→ **INPUT DATA**:
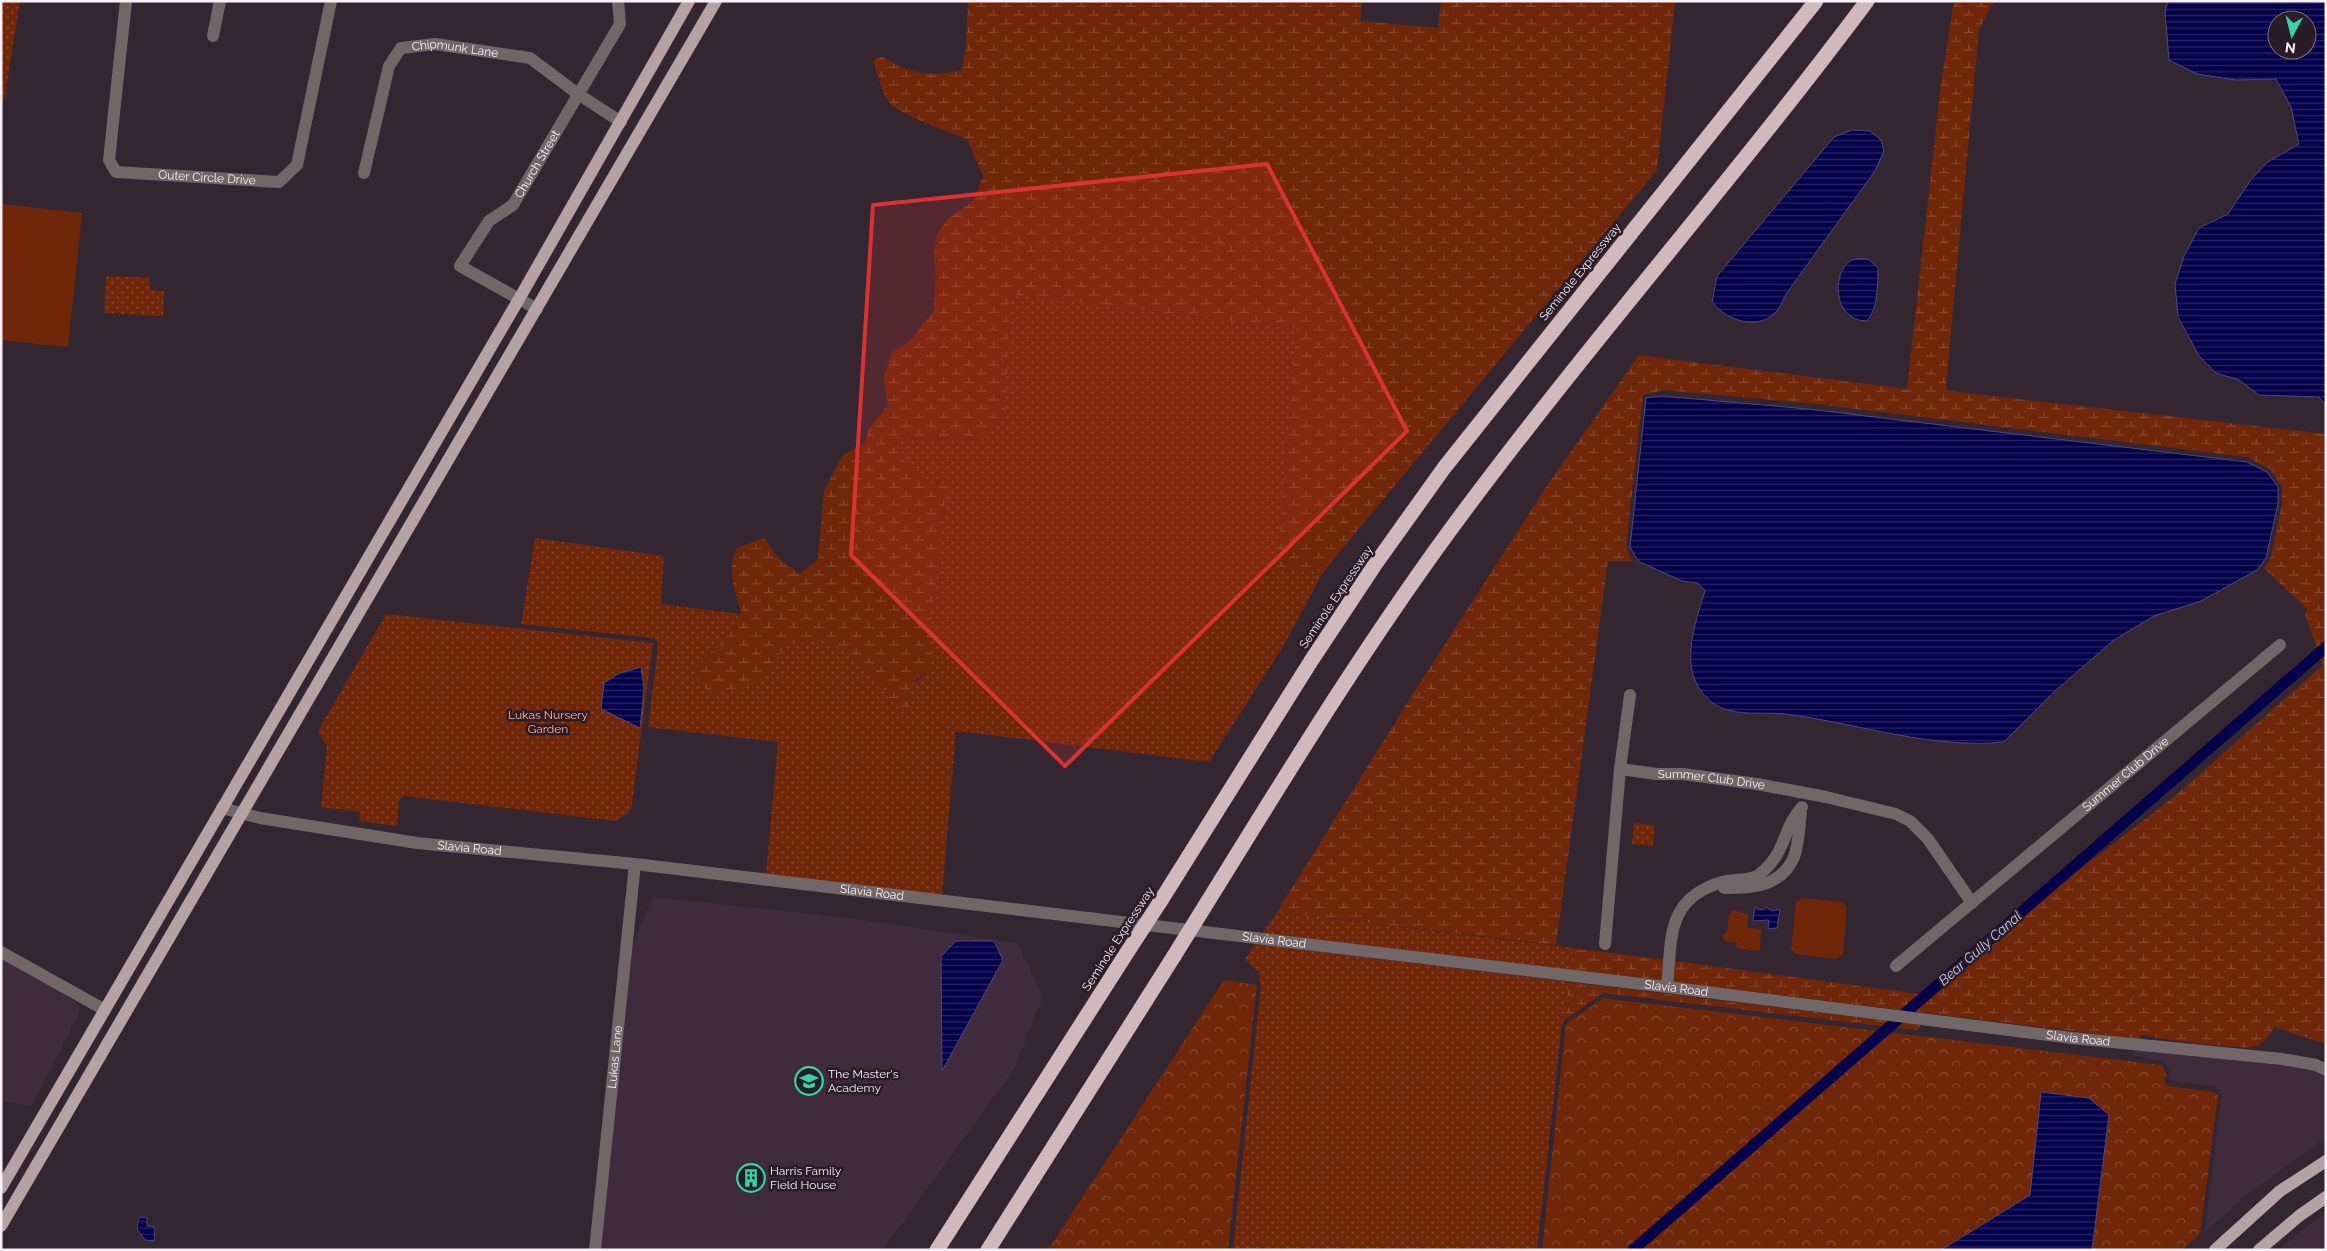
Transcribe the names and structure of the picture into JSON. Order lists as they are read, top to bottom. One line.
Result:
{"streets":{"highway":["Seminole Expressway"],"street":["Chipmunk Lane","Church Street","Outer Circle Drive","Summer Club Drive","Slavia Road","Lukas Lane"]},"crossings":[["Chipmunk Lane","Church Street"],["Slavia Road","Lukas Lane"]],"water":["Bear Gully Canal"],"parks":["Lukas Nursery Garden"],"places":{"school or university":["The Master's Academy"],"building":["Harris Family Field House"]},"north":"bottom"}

→ **TRY IT**:
An unchanged copy of the listing, with no pictures, should be returned.

→ **EXPECTED ANSWER**:
Transcribe the names and structure of the picture into JSON. Order lists as they are read, top to bottom. One line.
Result:
{"streets":{"highway":["Seminole Expressway"],"street":["Chipmunk Lane","Church Street","Outer Circle Drive","Summer Club Drive","Slavia Road","Lukas Lane"]},"crossings":[["Chipmunk Lane","Church Street"],["Slavia Road","Lukas Lane"]],"water":["Bear Gully Canal"],"parks":["Lukas Nursery Garden"],"places":{"school or university":["The Master's Academy"],"building":["Harris Family Field House"]},"north":"bottom"}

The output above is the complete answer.